J.P.B.C. – São duas coisas diferentes. A realidade sem a ficção também é muito chata. A ficção é um fingimento da realidade em que o escritor e os leitores fingem que são superpoderosos, são uma espécie de imitações de Deus, que podem fazer o que bem entenderem. Nesse sentido a ficção abre dimensões, que nos permitem fugirmos, nomeadamente, à chatice que é o mundo actual.
- Porque é que diz que o mundo actual é chato?
J.P.B.C – Por mil e uma razões, porque há uma grande desigualdade, há fome, sofrimento. Veja a Síria, veja agora a Ucrânia, veja a África em geral. O mundo avança tecnologicamente, mas se houvesse uma máquina que medisse os índices de sofrimento [veríamos que] esses não diminuem. Pelo contrário, dá a impressão que crescem, ou pelo menos que falamos mais neles – o que, de certa forma, é positivo. Não melhorámos assim tanto. Cada vez mais os poderosos têm mais poder, portanto, não há uma evolução no sentido do aumento de justiça social. Há muito sofrimento e eu venho de um continente onde isso persiste, onde demora a passar, e o que se faz em nome do progresso não tem um grande impacto a esse nível, daí o meu cepticismo.
- Falando do festival, a presença da escritora Paulina Chiziane na edição passada da Rota das Letras teve eco na imprensa moçambicana?
J.P.B.C. – Não, de todo. Penso que para fazer essas pontes, Macau é um lugar longínquo e vice-versa. Para fazer essas pontes é preciso mais, é preciso troca de livros, é preciso persistência a atravessar o mar. É a repetição e o alargamento que vai ter algum impacto.

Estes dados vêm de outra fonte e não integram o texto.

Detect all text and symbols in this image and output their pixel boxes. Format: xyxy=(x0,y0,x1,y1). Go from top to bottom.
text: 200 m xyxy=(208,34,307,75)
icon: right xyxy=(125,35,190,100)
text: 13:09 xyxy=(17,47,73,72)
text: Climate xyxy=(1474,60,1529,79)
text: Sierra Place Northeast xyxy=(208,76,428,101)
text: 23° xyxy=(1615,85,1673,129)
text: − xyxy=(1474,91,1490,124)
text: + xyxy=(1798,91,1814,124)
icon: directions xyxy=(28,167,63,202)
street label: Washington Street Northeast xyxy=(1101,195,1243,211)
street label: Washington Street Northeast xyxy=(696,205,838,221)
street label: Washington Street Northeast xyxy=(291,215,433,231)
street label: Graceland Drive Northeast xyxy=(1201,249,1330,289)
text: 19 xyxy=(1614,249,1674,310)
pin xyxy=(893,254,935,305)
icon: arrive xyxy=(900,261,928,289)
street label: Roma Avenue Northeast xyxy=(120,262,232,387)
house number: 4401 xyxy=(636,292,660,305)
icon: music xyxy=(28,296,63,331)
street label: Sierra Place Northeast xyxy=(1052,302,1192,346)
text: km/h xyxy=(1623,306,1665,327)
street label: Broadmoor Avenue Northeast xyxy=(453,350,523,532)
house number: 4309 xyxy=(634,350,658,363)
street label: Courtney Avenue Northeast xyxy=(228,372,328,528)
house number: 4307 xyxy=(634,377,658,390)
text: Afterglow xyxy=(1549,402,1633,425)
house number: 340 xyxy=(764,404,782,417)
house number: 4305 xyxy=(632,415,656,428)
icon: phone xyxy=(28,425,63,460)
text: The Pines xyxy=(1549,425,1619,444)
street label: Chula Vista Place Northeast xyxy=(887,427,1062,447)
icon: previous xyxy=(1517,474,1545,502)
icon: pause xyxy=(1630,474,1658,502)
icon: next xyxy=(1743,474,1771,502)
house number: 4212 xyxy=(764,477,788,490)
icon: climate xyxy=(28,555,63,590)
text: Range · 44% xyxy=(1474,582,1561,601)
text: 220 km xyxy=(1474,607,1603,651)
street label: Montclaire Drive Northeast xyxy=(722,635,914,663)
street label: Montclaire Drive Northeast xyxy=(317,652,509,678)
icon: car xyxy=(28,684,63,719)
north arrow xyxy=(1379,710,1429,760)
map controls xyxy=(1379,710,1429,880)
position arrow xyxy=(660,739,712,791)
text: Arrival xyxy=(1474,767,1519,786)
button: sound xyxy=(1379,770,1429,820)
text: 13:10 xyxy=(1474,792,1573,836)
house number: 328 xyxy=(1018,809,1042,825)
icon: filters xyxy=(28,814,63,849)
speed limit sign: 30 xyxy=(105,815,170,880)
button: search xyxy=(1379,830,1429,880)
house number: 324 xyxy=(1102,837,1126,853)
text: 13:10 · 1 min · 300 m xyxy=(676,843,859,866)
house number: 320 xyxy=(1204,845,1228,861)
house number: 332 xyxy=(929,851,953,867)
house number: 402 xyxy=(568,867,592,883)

- O trabalho dos escritores moçambicanos não se reflecte na imprensa?
J.P.B.C. – Muito pouco. Há aquilo que se chama a hegemonia do político, os jornais falam das guerras e das actividades dos políticos, isso toma conta de tudo. O espaço da cultura é um combate que se tem de fazer todos os dias para poder crescer, e isso é muito difícil.